*** Opening of EXTRACTED DATA ***
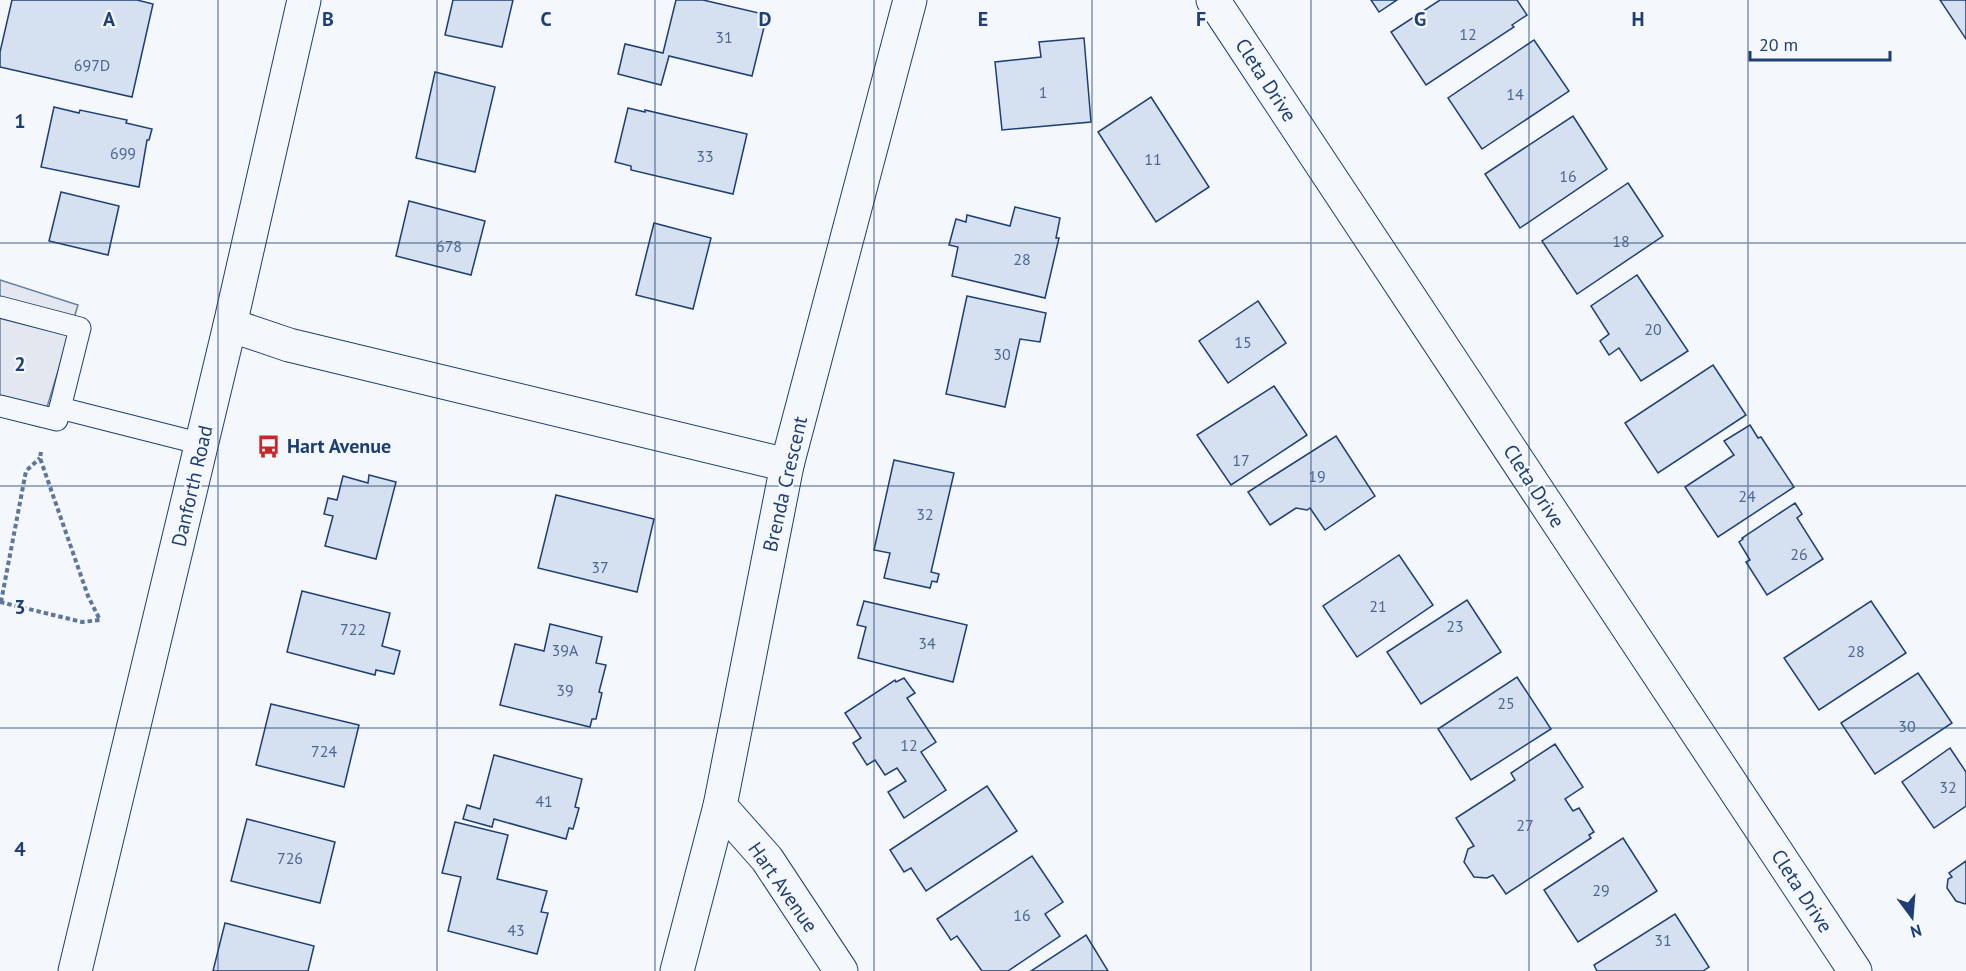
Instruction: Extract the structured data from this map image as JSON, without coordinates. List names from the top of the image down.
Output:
{
  "streets": {
    "street": [
      "Cleta Drive",
      "Brenda Crescent",
      "Danforth Road",
      "Hart Avenue"
    ]
  },
  "crossings": [
    ["Brenda Crescent", "Hart Avenue"]
  ],
  "places": {
    "bus stop": ["Hart Avenue"]
  },
  "house_numbers": [
    "12",
    "31",
    "697D",
    "1",
    "14",
    "699",
    "33",
    "11",
    "16",
    "18",
    "678",
    "28",
    "20",
    "15",
    "30",
    "17",
    "19",
    "24",
    "32",
    "26",
    "37",
    "21",
    "23",
    "722",
    "34",
    "39A",
    "28",
    "39",
    "25",
    "30",
    "12",
    "724",
    "32",
    "41",
    "27",
    "726",
    "29",
    "16",
    "43",
    "31"
  ],
  "scale_bar": "20 m",
  "north": "bottom",
  "grid": {
    "columns": [
      "A",
      "B",
      "C",
      "D",
      "E",
      "F",
      "G",
      "H"
    ],
    "rows": [
      "1",
      "2",
      "3",
      "4"
    ]
  }
}
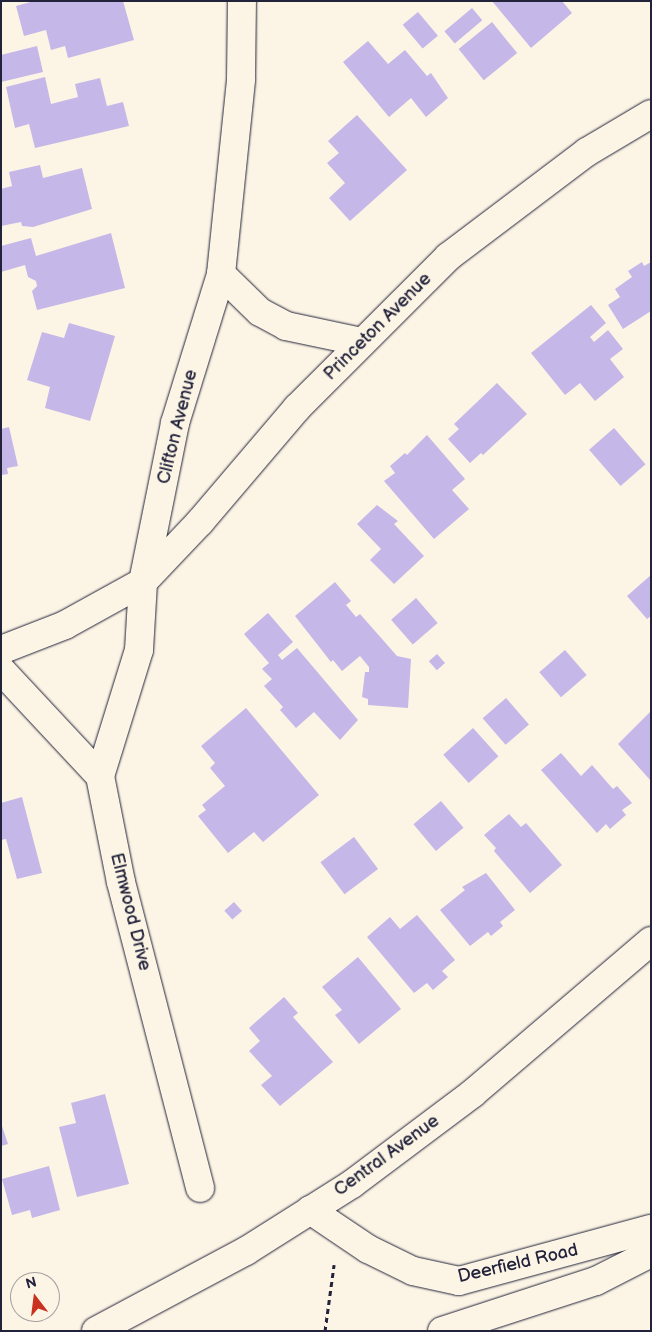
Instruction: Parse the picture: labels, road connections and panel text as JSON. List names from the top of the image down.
{
  "streets": {
    "street": [
      "Princeton Avenue",
      "Clifton Avenue",
      "Elmwood Drive",
      "Central Avenue",
      "Deerfield Road"
    ]
  },
  "crossings": [
    ["Princeton Avenue", "Clifton Avenue"],
    ["Central Avenue", "Deerfield Road"]
  ],
  "north": "top"
}
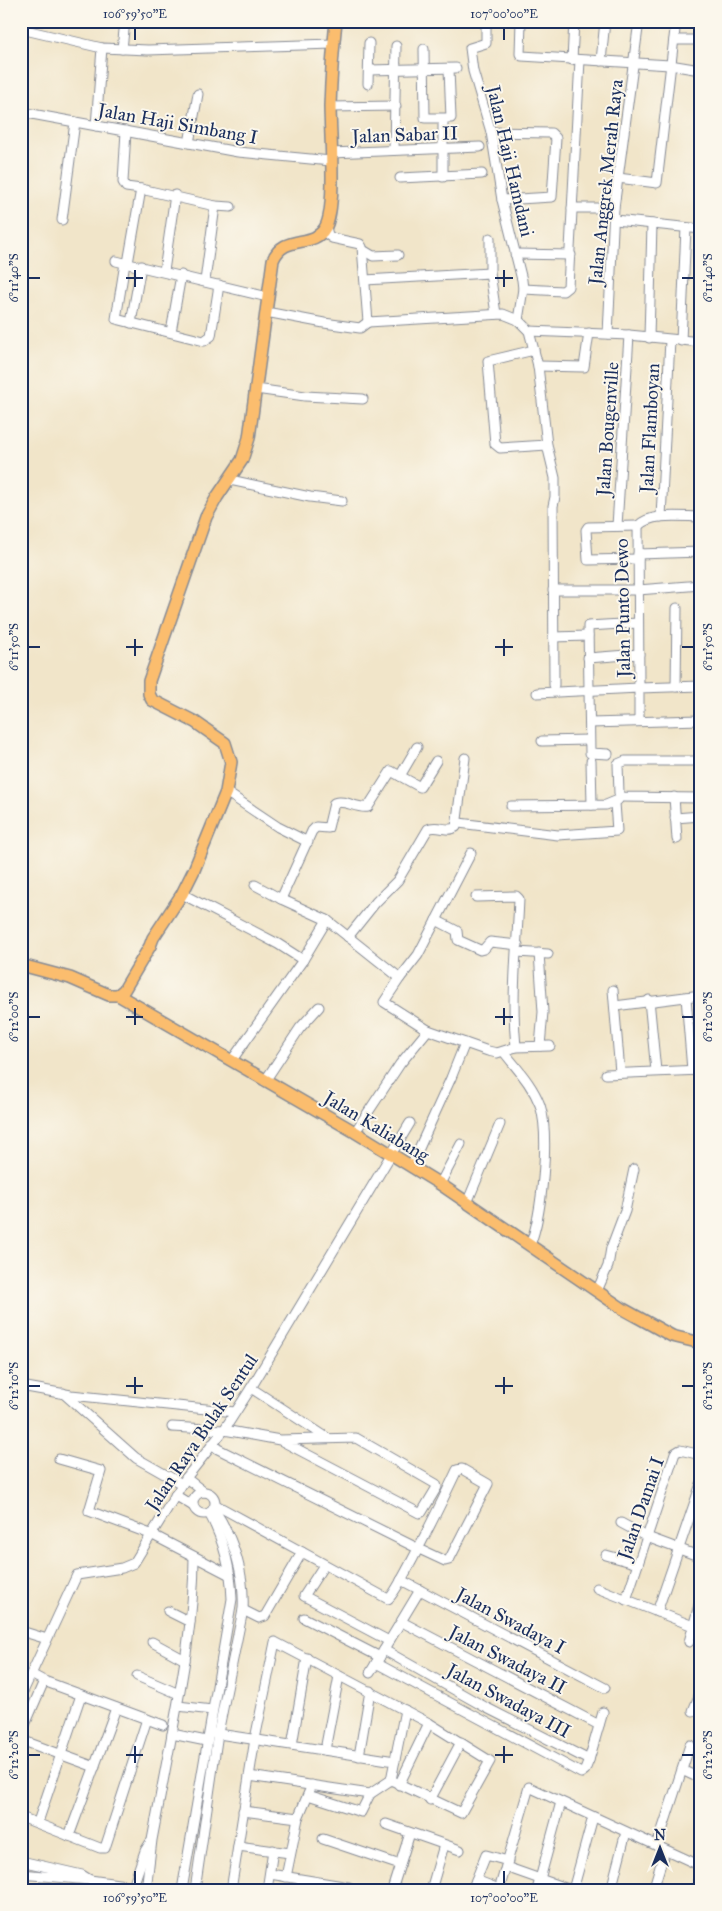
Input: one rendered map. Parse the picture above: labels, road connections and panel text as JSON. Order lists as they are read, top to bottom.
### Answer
{
  "streets": {
    "main road": ["Jalan Kaliabang"],
    "street": [
      "Jalan Haji Simbang I",
      "Jalan Sabar II",
      "Jalan Haji Hamdani",
      "Jalan Anggrek Merah Raya",
      "Jalan Flamboyan",
      "Jalan Bougenville",
      "Jalan Punto Dewo",
      "Jalan Raya Bulak Sentul",
      "Jalan Damai I",
      "Jalan Swadaya I",
      "Jalan Swadaya II",
      "Jalan Swadaya III"
    ]
  },
  "crossings": [
    ["Jalan Haji Simbang I", "Jalan Sabar II"],
    ["Jalan Kaliabang", "Jalan Raya Bulak Sentul"],
    ["Jalan Swadaya II", "Jalan Swadaya III"]
  ],
  "north": "top",
  "coordinates": [
    "106°59'50\"E",
    "107°00'00\"E",
    "6°11'40\"S",
    "6°11'50\"S",
    "6°12'00\"S",
    "6°12'10\"S",
    "6°12'20\"S"
  ]
}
*** Close of EXTRACTED DATA ***
- **WORK INSTRUCTIONS**
Each line from the first line of the listing above through the line containing "Input: one rendered" is to be written out exactly, and the pictures are to be left out.

- **OUTPUT OF THE TASK**
Instruction: Extract the structured data from this map image as JSON, without coordinates. List names from the top of the image down.
Output:
{
  "streets": {
    "street": [
      "Cleta Drive",
      "Brenda Crescent",
      "Danforth Road",
      "Hart Avenue"
    ]
  },
  "crossings": [
    ["Brenda Crescent", "Hart Avenue"]
  ],
  "places": {
    "bus stop": ["Hart Avenue"]
  },
  "house_numbers": [
    "12",
    "31",
    "697D",
    "1",
    "14",
    "699",
    "33",
    "11",
    "16",
    "18",
    "678",
    "28",
    "20",
    "15",
    "30",
    "17",
    "19",
    "24",
    "32",
    "26",
    "37",
    "21",
    "23",
    "722",
    "34",
    "39A",
    "28",
    "39",
    "25",
    "30",
    "12",
    "724",
    "32",
    "41",
    "27",
    "726",
    "29",
    "16",
    "43",
    "31"
  ],
  "scale_bar": "20 m",
  "north": "bottom",
  "grid": {
    "columns": [
      "A",
      "B",
      "C",
      "D",
      "E",
      "F",
      "G",
      "H"
    ],
    "rows": [
      "1",
      "2",
      "3",
      "4"
    ]
  }
}
Instruction: Parse the picture: labels, road connections and panel text as JSON. List names from the top of the image down.
{
  "streets": {
    "street": [
      "Princeton Avenue",
      "Clifton Avenue",
      "Elmwood Drive",
      "Central Avenue",
      "Deerfield Road"
    ]
  },
  "crossings": [
    ["Princeton Avenue", "Clifton Avenue"],
    ["Central Avenue", "Deerfield Road"]
  ],
  "north": "top"
}
Input: one rendered map. Parse the picture above: labels, road connections and panel text as JSON. Order lists as they are read, top to bottom.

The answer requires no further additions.